9. Understand Physical vs Logical Storage Billing
BigQuery charges for both physical and logical storage, but it’s important to understand the difference:
- Physical storage refers to the actual space your data occupies, including compressed data and historical snapshots (time travel).
- Logical storage is the size of the data when fully decompressed and includes all columns, even if they’re sparsely populated.

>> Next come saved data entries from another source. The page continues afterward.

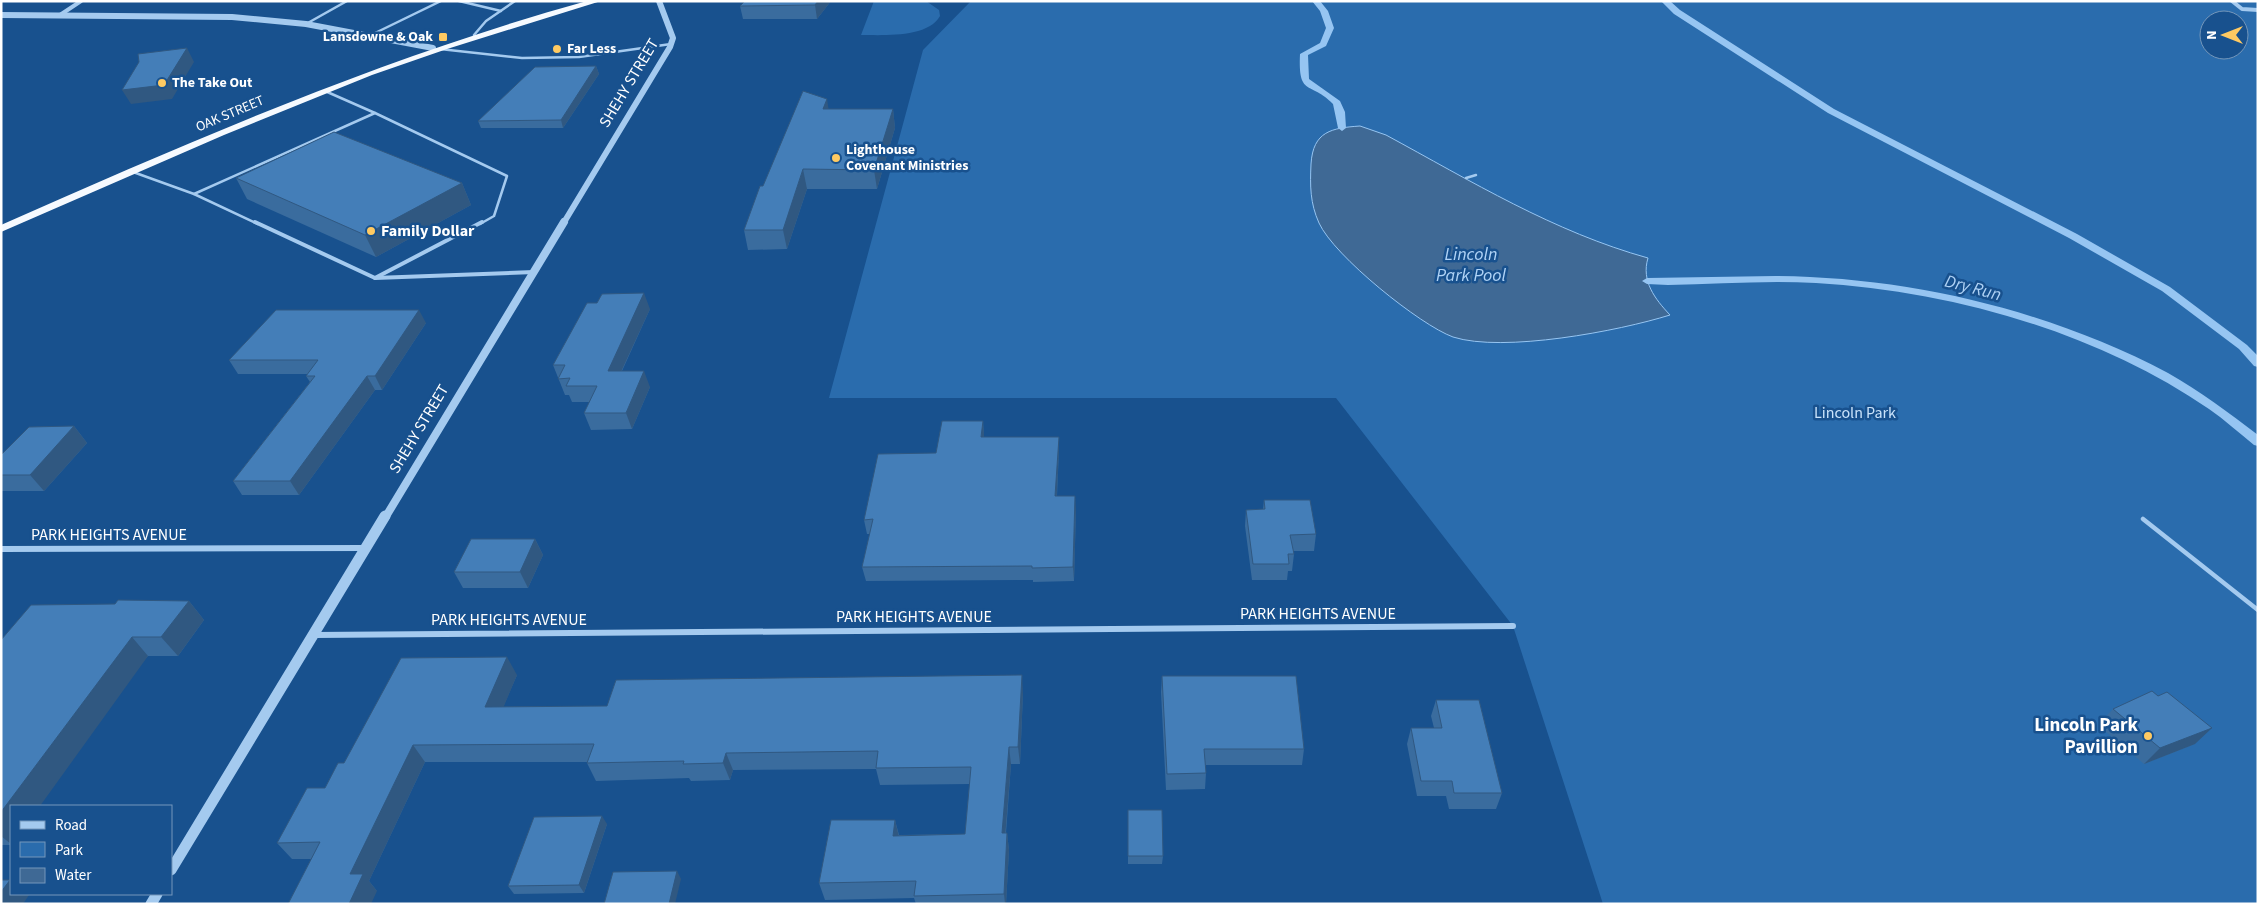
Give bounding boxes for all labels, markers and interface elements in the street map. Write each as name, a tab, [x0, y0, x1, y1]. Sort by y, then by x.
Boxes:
north arrow	[2199, 10, 2249, 60]
place label: Lansdowne & Oak	[323, 27, 433, 47]
text: N	[2202, 30, 2222, 40]
marker: Lansdowne & Oak	[437, 31, 449, 43]
street label: SHEHY STREET	[594, 34, 664, 132]
place label: Far Less	[567, 39, 616, 59]
marker: Far Less	[551, 43, 563, 55]
place label: The Take Out	[172, 73, 253, 93]
marker: The Take Out	[156, 77, 168, 89]
street label: OAK STREET	[193, 90, 268, 137]
place label: Lighthouse Covenant Ministries	[846, 140, 968, 176]
marker: Lighthouse Covenant Ministries	[830, 152, 842, 164]
place label: Family Dollar	[381, 220, 475, 242]
marker: Family Dollar	[365, 225, 377, 237]
water label: Lincoln Park Pool	[1436, 242, 1507, 288]
water label: Dry Run	[1942, 268, 2004, 308]
street label: SHEHY STREET	[384, 380, 454, 478]
park label: Lincoln Park	[1814, 402, 1896, 424]
street label: PARK HEIGHTS AVENUE	[31, 524, 187, 546]
street label: PARK HEIGHTS AVENUE	[1240, 603, 1396, 625]
street label: PARK HEIGHTS AVENUE	[836, 606, 992, 628]
street label: PARK HEIGHTS AVENUE	[431, 609, 587, 631]
place label: Lincoln Park Pavillion	[2034, 712, 2139, 761]
marker: Lincoln Park Pavillion	[2142, 730, 2154, 742]
legend	[10, 805, 172, 895]
text: Road	[55, 815, 87, 836]
text: Park	[55, 840, 84, 861]
text: Water	[55, 865, 92, 886]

Time travel, which allows you to query previous states of a table (included accidentally deleted data), can significantly increase physical storage usage. While it’s a powerful feature, it’s worth periodically reviewing your historical snapshots and determining if they’re necessary to retain. For example, lowering the default time travel window from 7 days to 1 day can reduce physical storage costs without impacting most workflows.
Settings are managed on a dataset level, you can simply click edit and find them nested in these sections:
Being mindful of these differences helps you manage costs more effectively while leveraging BigQuery’s powerful features. For more information about time travel, refer to Google Cloud’s documentation.
10. Consider BigQuery Slots for Cost Control
If your BigQuery usage exceeds $1,500 per month, it might be time to invest in BigQuery slots. Slots provide a flat-rate pricing model, offering predictable costs and sufficient compute capacity for heavy workloads.
With slots, you purchase a dedicated amount of BigQuery processing capacity, measured in slot-hours, for a fixed monthly cost. For example:
- On-demand pricing: Queries are billed based on the amount of data processed. For large-scale analytics, this can lead to unpredictable and high costs.
- Capacity pricing: Instead, you pay a flat fee (e.g. ~$1,500 per month for 50 slots) and are limited to slots for query execution.
Example Scenario:
Let’s say your team executes many complex GA4 queries daily processing hundreds of terabytes of data. With on-demand pricing, your monthly costs could exceed $2,000. But, by purchasing 50 slots for ~$1,500 per month you now have a predictable spend per month.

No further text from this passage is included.